# INFORMATION SHOWN
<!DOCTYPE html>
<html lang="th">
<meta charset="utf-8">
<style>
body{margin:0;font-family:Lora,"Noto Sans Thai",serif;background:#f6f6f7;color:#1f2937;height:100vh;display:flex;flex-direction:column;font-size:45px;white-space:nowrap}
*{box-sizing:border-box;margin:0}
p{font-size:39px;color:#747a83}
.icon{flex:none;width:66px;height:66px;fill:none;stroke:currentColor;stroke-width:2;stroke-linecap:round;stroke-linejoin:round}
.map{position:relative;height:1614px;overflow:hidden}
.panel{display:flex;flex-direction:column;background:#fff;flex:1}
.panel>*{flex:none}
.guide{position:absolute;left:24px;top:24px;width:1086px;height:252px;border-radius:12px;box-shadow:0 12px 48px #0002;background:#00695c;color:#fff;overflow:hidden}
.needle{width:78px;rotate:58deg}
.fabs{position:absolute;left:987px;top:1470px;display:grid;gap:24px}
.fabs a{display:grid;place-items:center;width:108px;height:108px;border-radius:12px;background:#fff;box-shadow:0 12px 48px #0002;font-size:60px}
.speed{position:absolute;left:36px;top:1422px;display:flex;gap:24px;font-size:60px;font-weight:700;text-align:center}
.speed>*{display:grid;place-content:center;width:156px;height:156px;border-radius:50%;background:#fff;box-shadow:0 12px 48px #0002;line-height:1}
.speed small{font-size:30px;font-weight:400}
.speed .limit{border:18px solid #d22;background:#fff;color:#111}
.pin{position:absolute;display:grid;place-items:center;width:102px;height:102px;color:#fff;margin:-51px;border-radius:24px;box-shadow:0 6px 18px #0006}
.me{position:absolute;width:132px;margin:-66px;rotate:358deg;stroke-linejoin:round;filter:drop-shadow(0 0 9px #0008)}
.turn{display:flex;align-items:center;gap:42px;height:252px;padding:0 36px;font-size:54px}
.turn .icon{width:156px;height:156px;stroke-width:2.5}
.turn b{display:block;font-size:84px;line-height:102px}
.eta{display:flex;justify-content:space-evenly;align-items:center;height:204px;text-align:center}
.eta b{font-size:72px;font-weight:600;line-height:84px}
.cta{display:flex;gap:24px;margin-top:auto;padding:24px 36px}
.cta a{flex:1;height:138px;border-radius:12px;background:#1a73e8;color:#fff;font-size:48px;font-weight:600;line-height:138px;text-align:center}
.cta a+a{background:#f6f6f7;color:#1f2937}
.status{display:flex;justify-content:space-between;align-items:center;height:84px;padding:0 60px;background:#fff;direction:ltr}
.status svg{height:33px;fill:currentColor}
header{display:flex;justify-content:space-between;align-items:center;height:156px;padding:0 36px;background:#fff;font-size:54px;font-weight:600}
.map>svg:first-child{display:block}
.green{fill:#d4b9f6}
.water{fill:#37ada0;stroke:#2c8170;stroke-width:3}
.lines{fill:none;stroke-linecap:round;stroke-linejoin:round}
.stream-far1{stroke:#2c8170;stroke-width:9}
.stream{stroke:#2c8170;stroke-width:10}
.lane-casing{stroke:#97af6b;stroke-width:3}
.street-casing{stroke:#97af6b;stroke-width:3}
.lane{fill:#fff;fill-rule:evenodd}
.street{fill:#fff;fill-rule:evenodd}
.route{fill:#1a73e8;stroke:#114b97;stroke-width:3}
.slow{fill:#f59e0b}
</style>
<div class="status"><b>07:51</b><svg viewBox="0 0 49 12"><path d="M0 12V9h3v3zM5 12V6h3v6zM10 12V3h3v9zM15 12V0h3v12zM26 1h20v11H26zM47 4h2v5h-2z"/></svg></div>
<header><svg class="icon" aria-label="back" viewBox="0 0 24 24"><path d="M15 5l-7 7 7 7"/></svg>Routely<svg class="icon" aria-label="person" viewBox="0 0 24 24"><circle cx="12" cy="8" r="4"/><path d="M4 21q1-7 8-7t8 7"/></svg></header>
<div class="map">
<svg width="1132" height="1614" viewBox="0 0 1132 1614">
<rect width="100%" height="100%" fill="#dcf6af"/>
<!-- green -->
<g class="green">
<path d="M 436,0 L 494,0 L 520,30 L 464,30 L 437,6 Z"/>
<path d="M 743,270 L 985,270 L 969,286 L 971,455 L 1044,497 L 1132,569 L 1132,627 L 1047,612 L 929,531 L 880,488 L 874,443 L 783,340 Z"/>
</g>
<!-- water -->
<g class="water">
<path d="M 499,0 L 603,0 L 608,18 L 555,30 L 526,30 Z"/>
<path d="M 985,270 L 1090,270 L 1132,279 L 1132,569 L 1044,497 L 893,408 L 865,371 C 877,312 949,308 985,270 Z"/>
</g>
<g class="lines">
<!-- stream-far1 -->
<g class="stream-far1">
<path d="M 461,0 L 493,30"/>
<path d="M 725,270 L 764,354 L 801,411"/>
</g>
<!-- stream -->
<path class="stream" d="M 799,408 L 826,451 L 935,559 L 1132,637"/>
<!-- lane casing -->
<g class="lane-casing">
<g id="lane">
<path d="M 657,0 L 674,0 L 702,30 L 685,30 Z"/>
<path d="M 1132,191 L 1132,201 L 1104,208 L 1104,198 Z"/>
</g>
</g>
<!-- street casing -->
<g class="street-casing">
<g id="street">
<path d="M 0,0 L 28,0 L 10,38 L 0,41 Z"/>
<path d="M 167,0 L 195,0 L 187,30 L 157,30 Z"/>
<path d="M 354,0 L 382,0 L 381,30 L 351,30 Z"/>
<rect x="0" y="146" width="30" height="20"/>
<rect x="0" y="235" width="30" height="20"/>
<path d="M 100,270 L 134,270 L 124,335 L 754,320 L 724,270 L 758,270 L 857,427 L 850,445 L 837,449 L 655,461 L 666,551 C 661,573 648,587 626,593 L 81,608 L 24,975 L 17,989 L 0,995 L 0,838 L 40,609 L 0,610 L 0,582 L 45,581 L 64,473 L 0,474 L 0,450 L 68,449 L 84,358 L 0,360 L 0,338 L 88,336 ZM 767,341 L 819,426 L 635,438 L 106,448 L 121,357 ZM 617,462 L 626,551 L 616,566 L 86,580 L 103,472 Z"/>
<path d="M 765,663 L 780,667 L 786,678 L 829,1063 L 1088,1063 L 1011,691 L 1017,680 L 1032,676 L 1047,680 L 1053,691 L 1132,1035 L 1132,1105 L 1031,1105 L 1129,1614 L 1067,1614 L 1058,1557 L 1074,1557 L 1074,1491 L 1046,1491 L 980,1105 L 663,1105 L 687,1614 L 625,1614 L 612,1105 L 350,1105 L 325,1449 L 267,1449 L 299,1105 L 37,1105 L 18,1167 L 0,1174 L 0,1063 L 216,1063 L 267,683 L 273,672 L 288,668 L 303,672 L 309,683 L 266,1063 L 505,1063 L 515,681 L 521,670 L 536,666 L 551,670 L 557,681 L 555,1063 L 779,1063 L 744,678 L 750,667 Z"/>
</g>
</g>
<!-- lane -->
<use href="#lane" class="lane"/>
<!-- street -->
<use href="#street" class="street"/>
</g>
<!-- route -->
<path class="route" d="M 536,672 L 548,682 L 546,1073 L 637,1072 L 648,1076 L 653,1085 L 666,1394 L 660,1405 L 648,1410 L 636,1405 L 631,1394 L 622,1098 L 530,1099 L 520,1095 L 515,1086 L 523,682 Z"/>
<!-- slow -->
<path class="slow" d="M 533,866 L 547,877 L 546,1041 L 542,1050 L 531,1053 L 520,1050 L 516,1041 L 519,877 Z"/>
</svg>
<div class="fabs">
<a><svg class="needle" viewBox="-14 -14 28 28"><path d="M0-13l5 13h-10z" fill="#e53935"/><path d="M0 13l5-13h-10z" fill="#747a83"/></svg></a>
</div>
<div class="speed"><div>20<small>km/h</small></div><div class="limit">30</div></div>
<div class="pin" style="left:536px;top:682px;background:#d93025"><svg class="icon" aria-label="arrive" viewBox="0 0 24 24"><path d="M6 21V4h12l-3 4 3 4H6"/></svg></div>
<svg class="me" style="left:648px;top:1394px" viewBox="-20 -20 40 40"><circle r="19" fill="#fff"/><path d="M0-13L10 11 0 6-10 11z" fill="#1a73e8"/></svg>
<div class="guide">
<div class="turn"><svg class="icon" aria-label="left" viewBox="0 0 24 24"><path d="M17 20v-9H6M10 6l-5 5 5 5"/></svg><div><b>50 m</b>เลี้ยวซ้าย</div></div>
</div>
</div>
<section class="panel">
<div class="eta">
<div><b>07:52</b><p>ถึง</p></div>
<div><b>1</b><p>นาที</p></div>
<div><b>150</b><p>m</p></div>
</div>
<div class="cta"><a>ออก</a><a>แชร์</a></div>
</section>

# INSTRUCTIONS TO FOLLOW
Would you copy out every line in the records that includes the string "place"?

# RESPONSE
.fabs a{display:grid;place-items:center;width:108px;height:108px;border-radius:12px;background:#fff;box-shadow:0 12px 48px #0002;font-size:60px}
.speed>*{display:grid;place-content:center;width:156px;height:156px;border-radius:50%;background:#fff;box-shadow:0 12px 48px #0002;line-height:1}
.pin{position:absolute;display:grid;place-items:center;width:102px;height:102px;color:#fff;margin:-51px;border-radius:24px;box-shadow:0 6px 18px #0006}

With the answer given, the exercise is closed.